Austin Half Marathon Expo + Race Report
After I finished this race in 2014, I swore I’d never run it again. Yes, it’s Austin’s hometown race, it’s well-organized and draws great crowds. But it’s hilly, and February weather is a total crap-shoot. I’d come out and cheered the last two years, and I much preferred that over running it.
But when a work trip conflicted with 3M this year—which I found out after I registered–it wasn’t simply a question of deferring until 2018. My friend Kim had already signed up and was planning to come from Ohio to run with me. But for once there was an easy solution: since High Five Events now owns both races, they allowed runners to switch registrations. I wasn’t thrilled about running Austin again, but I didn’t really have much choice. Besides, it would be fun running it with Kim.
Fast-forward to January. Kim made her airline reservations, then a week later fell on some ice and dislocated her elbow. I was fresh off an MRI for my mysterious knee problem. I think I ran six miles total the week she got hurt. But she didn’t have to have surgery, and when it became clear her doctor would let her run—with limitations—she vowed she was still coming to Austin. By mid-January things were improving with my leg as well, so while I was skeptical I could increase my mileage safely enough to finish a half, I gave it a shot. If she could attempt it, I could too.
This past Friday afternoon, her plane landed in Austin, and Saturday morning we hit the expo with my friends Sara and John.
I’ve lived in Austin since long before it was trendy, so I’m grumpy when I have to drive downtown, sit in traffic, and pay for parking. But John drove and although Kim and I both offered to contribute, Sara picked up the parking tab, so that was nice. We just had to walk across the street to the Convention Center.
I’d gotten an email earlier in the week with a reminder to bring my bib number to packet pickup, and then on Friday I got two more informing me that my bib number had changed. Not sure what happened, but my number went from 17-something to 11-something. And it was weird—Kim got those two emails while she was waiting to change planes in Dallas; I got them about six hours later, at dinner Friday night. Regardless, armed with bib numbers, we made our way through the expo.
I’d heard there was a kerfuffle at 3M because of a new policy requiring all runners to pick up their own packets. Austin required the same thing, which baffles me—even the Army lets people pick up others’ Army Ten-Miler packets as long as they have a picture of each person’s ID. And ATM doesn’t even allow shirt exchanges. But at least I was prepared for that this weekend.
It was a smooth process—we got our numbers, then were shuttled through to pick up shirts. I LOVE this year’s shirt!

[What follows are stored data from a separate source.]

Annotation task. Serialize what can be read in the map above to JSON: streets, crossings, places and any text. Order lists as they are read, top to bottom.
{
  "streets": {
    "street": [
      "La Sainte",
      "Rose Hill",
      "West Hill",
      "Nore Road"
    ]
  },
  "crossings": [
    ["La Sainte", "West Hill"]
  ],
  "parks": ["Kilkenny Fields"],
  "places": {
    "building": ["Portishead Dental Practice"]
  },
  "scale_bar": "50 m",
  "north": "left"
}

But race shirt sizing, like February’s weather, is a crap-shoot. I quit getting women’s shirts because for several races in a row they ran too small. Men’s Medium worked well for me until Run for the Water a few years ago. So now I get men’s Large, which is usually too big—but I’d rather have a big(ger) shirt I can wear than a tiny one I can’t. This time, the Medium would have been fine, but since I could only switch on race morning, I didn’t feel like it was worth the hassle.

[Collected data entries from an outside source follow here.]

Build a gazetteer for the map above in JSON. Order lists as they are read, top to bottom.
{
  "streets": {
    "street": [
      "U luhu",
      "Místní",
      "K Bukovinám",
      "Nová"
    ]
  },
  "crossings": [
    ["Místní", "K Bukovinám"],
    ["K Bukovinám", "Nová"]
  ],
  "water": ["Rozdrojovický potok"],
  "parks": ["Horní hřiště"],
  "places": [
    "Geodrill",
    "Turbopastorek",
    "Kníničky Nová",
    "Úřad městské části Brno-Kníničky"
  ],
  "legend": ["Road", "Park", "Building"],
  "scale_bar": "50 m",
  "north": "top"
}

From there we got our gear check bags, backpacks, and wristbands. The backpack was a bit smaller and flimsier than I expected and the first one I got had a hole in it. But they exchanged it easily, so I really can’t complain. The wristbands had some kind of scanner chip–apparently if we collected all six at the expo and three more after the race, we could win prizes. No idea what, or whether we’d have to be there to win, but we’re suckers for potential free stuff so we wandered around to find them and scanned away.
We spent about 2.5 hours at the expo—I bought some Nuun, an official race shirt with a course map on the back, and something called a Handana. It’s a hand-held sweatband that feels kind of like a fingerless glove. I usually carry a washcloth to wipe sweat off my face, but I keep losing them so this seemed like a cool thing to try. Kim bought two, and Sara and I each bought one. Kim and I tried out an electro-therapy gizmo—she said it made her elbow feel better—but it was too expensive. Tempting with all the extra stuff they wanted to throw in for buying at the expo, but still pricey. She also bought some sunglasses—she couldn’t find hers before she left home, since she hasn’t needed them for the last few months. Because Ohio.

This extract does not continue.